• [Requirement] Every record must reappear in the answer exactly as given.
***** Entries provided *****
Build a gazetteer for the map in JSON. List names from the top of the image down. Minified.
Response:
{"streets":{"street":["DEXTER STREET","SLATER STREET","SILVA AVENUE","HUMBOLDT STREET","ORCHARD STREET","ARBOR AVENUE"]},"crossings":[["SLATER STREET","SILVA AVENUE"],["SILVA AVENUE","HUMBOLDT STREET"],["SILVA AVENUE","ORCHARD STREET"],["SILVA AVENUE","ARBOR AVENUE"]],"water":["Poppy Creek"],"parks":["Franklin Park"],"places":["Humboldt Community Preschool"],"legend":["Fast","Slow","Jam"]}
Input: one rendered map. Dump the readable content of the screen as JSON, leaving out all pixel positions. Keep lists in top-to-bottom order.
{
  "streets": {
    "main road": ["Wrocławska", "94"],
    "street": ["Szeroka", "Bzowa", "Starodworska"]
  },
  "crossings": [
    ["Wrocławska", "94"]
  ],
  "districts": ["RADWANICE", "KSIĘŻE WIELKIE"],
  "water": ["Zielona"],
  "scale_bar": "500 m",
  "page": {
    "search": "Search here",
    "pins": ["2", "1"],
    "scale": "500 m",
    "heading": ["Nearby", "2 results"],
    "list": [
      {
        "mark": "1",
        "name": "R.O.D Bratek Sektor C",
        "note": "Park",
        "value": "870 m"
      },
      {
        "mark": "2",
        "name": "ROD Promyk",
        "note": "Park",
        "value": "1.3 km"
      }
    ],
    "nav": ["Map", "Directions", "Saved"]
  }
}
*****
• [Result of the task]
Build a gazetteer for the map in JSON. List names from the top of the image down. Minified.
Response:
{"streets":{"street":["DEXTER STREET","SLATER STREET","SILVA AVENUE","HUMBOLDT STREET","ORCHARD STREET","ARBOR AVENUE"]},"crossings":[["SLATER STREET","SILVA AVENUE"],["SILVA AVENUE","HUMBOLDT STREET"],["SILVA AVENUE","ORCHARD STREET"],["SILVA AVENUE","ARBOR AVENUE"]],"water":["Poppy Creek"],"parks":["Franklin Park"],"places":["Humboldt Community Preschool"],"legend":["Fast","Slow","Jam"]}
Input: one rendered map. Dump the readable content of the screen as JSON, leaving out all pixel positions. Keep lists in top-to-bottom order.
{
  "streets": {
    "main road": ["Wrocławska", "94"],
    "street": ["Szeroka", "Bzowa", "Starodworska"]
  },
  "crossings": [
    ["Wrocławska", "94"]
  ],
  "districts": ["RADWANICE", "KSIĘŻE WIELKIE"],
  "water": ["Zielona"],
  "scale_bar": "500 m",
  "page": {
    "search": "Search here",
    "pins": ["2", "1"],
    "scale": "500 m",
    "heading": ["Nearby", "2 results"],
    "list": [
      {
        "mark": "1",
        "name": "R.O.D Bratek Sektor C",
        "note": "Park",
        "value": "870 m"
      },
      {
        "mark": "2",
        "name": "ROD Promyk",
        "note": "Park",
        "value": "1.3 km"
      }
    ],
    "nav": ["Map", "Directions", "Saved"]
  }
}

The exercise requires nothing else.